With the possible exception of Benjie, the boys are obsessed
with carnal thoughts. Oscy is determined to get laid. He studies a
book and breaks the process from conversation to coitus into twelve
steps which he insists Hermie join him in memorizing. (He has no hope
for Benjie).
For Hermie the matter isn't quite as simple. A man's first
time, he feels, should be with someone special. He has a deepening
crush on a seemingly unapproachable older woman, one awaiting the
return of her soldier husband. "...nothing, from the first moment
Hermie saw her, and no one who had happened to him since had ever been
as frightening and as confusing or could have done more to make him
feel more sure, more insecure, more important, and less significant."
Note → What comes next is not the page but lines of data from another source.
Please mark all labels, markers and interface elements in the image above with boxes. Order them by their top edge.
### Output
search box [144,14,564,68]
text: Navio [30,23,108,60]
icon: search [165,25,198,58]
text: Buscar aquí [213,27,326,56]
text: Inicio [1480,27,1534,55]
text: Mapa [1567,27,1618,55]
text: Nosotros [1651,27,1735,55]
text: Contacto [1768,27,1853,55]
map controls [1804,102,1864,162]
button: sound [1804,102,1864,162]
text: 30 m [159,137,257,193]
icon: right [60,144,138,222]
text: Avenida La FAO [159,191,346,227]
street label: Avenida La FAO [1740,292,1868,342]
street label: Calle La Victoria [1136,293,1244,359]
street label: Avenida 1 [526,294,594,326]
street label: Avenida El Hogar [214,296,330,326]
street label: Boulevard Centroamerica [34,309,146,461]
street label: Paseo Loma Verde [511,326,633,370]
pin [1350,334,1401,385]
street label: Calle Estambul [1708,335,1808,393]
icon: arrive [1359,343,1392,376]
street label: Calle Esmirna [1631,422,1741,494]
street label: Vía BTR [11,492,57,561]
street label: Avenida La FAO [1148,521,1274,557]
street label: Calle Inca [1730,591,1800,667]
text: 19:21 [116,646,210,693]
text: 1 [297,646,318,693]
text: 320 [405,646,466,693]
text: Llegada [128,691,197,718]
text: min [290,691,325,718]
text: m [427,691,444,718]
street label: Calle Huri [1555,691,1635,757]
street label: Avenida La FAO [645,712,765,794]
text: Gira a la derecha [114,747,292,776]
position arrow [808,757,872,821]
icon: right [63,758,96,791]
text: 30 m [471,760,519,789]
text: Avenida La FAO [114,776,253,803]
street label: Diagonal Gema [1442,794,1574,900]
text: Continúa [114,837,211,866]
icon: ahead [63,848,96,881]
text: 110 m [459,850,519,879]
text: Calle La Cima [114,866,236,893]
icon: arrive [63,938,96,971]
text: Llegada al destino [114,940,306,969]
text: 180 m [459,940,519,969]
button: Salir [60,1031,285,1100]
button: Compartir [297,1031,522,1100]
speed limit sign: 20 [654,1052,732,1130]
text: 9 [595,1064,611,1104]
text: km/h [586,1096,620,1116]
I think this would be a wonderful book club book--not so much
for the plot but the richly detailed ambiance. Some possible
questions to address:
Women fall into two categories: moms who are eternally cleaning,
cooking, and other women who seem to exist for the male gaze and as
potential lays. Males also are dichotomized as real men capable of
fighting and fucking and losers. How much of this rather limited
perspective is due to Hermie's youth and how much due to the times he
lived in?
Both narrator and nation seem on board with the rightness of America's
war involvement. How does this contrast with Vietnan and Afghanistan/
Iraq?
The same person directed both The Summer Of 42 and another coming of
age movie, To Kill A Mockingbird. Can you see similarities,
differences?
Harper Lee, author of To Kill A Mockingbird, said she was glad her
book was published when it was because it would have published as YA
and denied adult readership. If The Summer Of 42 were published this
year would it have been marketed as adult or YA?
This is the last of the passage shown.